§ Goal of the exercise: From the first line of the data below through the line holding "const poly = rows", write out each line exactly as it stands.

(Collected data entries)
┌──
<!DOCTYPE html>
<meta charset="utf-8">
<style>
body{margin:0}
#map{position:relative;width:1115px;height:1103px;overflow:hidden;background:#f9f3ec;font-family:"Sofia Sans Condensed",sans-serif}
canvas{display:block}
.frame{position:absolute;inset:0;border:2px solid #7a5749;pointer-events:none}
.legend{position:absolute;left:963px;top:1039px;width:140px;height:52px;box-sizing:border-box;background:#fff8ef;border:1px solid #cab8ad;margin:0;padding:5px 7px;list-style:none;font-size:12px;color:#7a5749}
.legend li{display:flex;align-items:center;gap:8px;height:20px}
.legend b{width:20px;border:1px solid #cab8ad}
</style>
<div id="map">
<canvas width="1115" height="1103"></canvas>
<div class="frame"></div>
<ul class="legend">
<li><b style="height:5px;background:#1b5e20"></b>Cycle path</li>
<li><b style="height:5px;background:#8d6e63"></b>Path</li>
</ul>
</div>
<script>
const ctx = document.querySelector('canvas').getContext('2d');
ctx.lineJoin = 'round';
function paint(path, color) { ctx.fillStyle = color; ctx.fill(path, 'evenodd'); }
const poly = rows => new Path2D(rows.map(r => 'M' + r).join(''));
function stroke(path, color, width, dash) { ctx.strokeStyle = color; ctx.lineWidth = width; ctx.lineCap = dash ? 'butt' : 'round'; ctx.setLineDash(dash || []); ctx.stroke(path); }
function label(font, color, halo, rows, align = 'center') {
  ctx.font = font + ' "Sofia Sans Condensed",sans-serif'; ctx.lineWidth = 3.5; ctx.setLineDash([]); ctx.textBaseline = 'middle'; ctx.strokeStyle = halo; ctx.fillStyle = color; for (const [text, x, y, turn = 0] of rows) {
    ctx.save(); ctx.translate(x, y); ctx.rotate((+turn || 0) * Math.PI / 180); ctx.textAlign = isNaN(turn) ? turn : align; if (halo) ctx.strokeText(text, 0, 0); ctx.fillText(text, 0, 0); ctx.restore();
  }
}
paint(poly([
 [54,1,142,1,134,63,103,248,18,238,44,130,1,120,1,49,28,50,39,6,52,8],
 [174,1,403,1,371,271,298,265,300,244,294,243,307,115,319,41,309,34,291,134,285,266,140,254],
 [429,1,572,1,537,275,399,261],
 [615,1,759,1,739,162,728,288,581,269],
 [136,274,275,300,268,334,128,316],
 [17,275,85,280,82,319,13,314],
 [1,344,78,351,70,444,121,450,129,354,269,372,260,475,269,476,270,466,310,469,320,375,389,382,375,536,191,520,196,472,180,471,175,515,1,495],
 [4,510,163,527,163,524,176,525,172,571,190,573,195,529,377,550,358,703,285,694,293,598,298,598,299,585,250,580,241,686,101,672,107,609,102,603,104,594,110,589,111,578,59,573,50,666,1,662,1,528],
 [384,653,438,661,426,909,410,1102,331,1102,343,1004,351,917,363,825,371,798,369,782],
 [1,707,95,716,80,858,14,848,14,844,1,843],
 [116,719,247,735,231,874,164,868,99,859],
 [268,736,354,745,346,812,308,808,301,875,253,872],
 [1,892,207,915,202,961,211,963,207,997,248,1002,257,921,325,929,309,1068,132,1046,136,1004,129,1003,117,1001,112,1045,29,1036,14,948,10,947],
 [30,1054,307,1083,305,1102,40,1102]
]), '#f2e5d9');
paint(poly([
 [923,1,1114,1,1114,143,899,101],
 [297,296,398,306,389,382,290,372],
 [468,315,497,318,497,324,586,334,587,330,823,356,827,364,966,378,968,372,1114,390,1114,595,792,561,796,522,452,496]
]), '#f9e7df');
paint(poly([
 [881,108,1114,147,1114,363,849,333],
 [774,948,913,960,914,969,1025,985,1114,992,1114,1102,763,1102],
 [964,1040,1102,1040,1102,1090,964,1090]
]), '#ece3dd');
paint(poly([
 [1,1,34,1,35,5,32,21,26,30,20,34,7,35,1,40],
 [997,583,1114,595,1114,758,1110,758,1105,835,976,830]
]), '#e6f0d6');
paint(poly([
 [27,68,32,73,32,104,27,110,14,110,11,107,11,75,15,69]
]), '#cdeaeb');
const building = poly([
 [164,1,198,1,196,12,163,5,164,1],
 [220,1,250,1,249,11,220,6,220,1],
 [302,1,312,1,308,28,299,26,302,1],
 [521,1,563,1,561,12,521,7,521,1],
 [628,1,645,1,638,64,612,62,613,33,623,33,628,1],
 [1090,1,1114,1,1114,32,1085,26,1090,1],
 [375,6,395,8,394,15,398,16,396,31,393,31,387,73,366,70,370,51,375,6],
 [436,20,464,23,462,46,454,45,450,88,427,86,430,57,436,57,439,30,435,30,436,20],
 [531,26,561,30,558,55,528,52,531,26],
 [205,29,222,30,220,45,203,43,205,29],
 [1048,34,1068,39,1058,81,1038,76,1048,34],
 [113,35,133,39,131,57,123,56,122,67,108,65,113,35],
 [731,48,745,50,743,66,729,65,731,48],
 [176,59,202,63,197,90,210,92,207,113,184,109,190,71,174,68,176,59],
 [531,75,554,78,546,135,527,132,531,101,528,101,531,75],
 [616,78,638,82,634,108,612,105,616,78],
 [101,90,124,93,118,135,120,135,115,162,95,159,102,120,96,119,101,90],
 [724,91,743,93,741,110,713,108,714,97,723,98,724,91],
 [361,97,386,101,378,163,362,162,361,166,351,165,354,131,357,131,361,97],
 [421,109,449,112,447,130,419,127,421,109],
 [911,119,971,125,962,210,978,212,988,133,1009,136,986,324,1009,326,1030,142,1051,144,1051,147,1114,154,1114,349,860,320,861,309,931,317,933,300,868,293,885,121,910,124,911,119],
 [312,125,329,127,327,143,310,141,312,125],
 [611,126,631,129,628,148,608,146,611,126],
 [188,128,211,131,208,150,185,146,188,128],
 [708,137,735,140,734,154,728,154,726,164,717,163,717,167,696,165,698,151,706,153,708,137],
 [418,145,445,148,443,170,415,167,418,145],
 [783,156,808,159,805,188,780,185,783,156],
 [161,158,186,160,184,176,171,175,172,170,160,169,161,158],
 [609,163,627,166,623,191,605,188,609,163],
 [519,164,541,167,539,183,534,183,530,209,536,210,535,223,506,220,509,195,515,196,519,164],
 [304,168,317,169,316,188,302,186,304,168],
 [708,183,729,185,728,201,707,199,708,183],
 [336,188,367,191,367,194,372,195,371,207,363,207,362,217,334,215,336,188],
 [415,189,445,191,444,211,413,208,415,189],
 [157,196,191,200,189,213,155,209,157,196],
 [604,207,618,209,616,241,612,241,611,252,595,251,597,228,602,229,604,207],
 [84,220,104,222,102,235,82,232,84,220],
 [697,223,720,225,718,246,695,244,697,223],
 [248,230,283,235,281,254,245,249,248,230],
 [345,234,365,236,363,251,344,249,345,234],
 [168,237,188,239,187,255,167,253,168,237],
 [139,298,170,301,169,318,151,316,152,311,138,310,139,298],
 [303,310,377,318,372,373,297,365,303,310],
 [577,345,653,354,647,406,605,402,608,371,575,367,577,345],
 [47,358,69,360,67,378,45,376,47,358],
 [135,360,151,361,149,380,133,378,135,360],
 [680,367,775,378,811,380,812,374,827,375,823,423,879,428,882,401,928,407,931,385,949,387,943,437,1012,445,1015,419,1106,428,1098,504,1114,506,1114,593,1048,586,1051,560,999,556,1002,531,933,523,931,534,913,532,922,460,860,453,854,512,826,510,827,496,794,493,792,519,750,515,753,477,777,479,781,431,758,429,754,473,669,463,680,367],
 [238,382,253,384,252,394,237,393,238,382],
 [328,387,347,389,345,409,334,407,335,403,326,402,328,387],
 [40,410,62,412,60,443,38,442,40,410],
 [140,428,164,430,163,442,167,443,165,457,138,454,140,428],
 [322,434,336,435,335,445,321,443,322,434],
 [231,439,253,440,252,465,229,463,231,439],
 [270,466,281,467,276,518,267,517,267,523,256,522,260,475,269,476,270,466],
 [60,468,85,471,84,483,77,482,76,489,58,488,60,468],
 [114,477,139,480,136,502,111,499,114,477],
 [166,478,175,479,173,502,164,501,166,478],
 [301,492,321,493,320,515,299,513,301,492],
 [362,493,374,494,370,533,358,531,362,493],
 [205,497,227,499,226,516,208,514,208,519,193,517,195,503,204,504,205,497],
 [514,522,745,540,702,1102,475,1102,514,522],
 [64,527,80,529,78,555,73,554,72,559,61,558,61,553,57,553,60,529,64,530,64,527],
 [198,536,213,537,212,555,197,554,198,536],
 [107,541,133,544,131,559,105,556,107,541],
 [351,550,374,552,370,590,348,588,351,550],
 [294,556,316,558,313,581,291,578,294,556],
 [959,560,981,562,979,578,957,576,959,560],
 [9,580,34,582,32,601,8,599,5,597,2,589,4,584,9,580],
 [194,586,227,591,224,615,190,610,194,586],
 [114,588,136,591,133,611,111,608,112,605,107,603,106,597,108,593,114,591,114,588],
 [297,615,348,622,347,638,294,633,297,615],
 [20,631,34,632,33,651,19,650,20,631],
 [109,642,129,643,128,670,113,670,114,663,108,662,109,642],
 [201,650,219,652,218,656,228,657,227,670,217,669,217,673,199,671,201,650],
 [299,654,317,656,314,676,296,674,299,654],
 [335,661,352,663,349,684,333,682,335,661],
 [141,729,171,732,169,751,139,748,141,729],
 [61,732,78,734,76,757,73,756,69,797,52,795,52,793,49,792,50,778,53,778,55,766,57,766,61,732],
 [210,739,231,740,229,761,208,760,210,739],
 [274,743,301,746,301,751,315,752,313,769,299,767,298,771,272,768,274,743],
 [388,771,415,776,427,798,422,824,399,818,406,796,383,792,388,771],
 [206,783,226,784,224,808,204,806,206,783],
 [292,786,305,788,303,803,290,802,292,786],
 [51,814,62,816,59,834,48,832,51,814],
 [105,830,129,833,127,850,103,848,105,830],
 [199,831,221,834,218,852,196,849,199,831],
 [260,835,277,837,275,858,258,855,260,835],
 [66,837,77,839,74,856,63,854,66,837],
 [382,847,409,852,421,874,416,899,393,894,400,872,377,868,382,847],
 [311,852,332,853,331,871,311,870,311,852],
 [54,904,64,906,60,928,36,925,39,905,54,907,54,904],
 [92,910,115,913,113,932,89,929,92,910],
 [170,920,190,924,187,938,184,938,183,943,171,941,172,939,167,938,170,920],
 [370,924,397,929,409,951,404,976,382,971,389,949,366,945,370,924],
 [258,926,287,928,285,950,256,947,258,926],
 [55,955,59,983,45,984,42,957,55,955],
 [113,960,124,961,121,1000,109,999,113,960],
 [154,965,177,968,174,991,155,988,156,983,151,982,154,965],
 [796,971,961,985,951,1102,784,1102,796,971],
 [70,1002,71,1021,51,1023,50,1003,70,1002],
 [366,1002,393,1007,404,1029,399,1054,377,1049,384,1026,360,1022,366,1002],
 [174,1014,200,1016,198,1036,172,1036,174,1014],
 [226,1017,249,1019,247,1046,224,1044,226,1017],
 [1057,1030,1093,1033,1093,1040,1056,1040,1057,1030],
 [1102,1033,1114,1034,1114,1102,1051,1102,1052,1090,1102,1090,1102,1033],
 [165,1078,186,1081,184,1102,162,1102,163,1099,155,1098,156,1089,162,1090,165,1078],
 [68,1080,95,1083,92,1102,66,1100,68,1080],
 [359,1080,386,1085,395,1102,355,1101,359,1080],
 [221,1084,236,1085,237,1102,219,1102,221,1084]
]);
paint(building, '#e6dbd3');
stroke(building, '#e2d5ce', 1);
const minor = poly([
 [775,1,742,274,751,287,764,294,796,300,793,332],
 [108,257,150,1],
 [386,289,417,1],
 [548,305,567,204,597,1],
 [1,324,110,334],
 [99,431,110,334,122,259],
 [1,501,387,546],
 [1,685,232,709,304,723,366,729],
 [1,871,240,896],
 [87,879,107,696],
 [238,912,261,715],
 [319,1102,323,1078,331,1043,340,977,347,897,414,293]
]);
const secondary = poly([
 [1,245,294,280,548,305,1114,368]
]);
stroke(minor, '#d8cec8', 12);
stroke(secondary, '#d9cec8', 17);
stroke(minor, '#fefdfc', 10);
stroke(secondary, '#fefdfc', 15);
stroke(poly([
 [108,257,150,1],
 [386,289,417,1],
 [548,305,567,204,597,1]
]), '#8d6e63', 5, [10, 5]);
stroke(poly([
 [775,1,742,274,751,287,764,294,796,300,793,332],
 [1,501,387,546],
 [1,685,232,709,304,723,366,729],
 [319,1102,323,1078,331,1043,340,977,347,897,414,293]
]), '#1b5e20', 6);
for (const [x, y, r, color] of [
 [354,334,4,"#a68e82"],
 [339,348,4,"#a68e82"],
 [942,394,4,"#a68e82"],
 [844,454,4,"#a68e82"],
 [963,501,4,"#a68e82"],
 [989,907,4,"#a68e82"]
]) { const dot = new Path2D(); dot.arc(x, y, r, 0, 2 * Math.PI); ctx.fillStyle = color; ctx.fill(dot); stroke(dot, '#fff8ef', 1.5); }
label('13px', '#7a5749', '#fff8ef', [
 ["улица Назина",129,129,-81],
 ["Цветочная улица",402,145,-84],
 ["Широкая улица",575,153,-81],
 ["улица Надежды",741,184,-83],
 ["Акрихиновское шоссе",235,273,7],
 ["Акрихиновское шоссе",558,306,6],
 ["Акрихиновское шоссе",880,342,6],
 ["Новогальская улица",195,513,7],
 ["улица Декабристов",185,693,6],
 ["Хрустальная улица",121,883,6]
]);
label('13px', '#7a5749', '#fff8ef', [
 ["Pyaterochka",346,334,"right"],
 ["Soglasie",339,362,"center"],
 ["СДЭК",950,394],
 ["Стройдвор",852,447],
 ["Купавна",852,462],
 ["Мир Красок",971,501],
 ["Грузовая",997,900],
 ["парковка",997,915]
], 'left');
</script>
└──
§ Your solution:
<!DOCTYPE html>
<meta charset="utf-8">
<style>
body{margin:0}
#map{position:relative;width:1115px;height:1103px;overflow:hidden;background:#f9f3ec;font-family:"Sofia Sans Condensed",sans-serif}
canvas{display:block}
.frame{position:absolute;inset:0;border:2px solid #7a5749;pointer-events:none}
.legend{position:absolute;left:963px;top:1039px;width:140px;height:52px;box-sizing:border-box;background:#fff8ef;border:1px solid #cab8ad;margin:0;padding:5px 7px;list-style:none;font-size:12px;color:#7a5749}
.legend li{display:flex;align-items:center;gap:8px;height:20px}
.legend b{width:20px;border:1px solid #cab8ad}
</style>
<div id="map">
<canvas width="1115" height="1103"></canvas>
<div class="frame"></div>
<ul class="legend">
<li><b style="height:5px;background:#1b5e20"></b>Cycle path</li>
<li><b style="height:5px;background:#8d6e63"></b>Path</li>
</ul>
</div>
<script>
const ctx = document.querySelector('canvas').getContext('2d');
ctx.lineJoin = 'round';
function paint(path, color) { ctx.fillStyle = color; ctx.fill(path, 'evenodd'); }
const poly = rows => new Path2D(rows.map(r => 'M' + r).join(''));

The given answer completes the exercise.